# [Task to carry out]
Where the data below has the string "labels", return the whole line.

# [Supplied information]
☆ ☆ ☆ ☆
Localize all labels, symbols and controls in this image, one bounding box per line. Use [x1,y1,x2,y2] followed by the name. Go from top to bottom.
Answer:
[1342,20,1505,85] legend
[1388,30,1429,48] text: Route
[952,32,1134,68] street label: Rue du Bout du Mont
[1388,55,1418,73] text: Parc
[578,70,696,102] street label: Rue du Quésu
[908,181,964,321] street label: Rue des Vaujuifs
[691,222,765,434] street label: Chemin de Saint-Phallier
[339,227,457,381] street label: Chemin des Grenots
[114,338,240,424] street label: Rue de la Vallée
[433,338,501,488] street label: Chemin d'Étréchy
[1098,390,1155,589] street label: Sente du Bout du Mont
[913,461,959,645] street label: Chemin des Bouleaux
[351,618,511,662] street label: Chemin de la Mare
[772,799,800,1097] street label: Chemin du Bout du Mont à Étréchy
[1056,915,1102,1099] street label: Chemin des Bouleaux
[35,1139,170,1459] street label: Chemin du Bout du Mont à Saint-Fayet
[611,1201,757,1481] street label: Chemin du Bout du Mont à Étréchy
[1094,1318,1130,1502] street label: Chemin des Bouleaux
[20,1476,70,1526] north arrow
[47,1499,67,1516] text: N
☆ ☆ ☆ ☆
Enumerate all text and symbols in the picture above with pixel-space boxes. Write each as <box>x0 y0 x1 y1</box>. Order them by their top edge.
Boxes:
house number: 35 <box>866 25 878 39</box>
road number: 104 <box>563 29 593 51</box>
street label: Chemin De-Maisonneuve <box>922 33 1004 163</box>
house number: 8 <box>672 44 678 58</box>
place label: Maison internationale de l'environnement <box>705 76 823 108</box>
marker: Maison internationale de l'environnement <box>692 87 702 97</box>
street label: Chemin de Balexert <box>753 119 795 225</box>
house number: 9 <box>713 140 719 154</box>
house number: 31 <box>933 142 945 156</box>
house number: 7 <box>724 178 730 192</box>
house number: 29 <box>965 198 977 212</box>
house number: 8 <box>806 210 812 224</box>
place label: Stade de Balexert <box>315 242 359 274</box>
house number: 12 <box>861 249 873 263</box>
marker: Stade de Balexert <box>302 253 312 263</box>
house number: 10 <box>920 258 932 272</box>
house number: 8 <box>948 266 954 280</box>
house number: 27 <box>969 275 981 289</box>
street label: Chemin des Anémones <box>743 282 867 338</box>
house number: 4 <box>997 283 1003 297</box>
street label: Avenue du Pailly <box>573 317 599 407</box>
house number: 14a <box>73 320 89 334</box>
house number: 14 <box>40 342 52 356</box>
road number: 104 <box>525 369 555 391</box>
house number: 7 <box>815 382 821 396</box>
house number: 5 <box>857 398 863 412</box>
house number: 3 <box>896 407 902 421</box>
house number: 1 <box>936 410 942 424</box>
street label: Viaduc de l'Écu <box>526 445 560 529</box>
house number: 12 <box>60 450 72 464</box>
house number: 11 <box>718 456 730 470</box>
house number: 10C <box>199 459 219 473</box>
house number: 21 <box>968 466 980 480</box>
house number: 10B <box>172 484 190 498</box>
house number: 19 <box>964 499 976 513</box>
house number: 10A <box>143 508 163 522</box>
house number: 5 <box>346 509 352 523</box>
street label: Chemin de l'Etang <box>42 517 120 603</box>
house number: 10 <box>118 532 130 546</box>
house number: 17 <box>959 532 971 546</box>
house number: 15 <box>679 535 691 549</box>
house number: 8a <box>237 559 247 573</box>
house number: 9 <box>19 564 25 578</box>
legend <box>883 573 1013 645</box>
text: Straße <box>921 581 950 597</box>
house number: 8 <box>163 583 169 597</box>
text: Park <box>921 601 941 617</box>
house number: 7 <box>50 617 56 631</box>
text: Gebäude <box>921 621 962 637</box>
☆ ☆ ☆ ☆
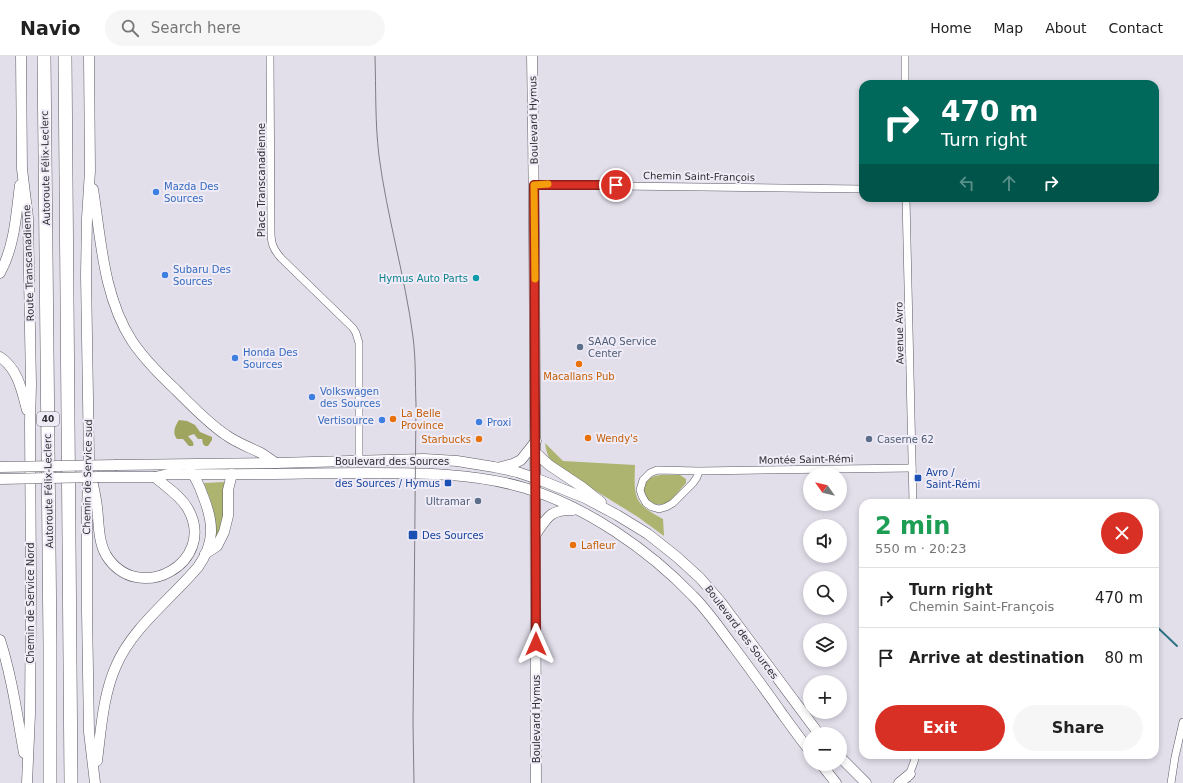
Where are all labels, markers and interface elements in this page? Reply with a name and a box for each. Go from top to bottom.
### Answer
☆ ☆ ☆ ☆
# [Exercise response]
Localize all labels, symbols and controls in this image, one bounding box per line. Use [x1,y1,x2,y2] followed by the name. Go from top to bottom.
Where are all labels, markers and interface elements in this page? Reply with a name and a box for each. Go from top to bottom.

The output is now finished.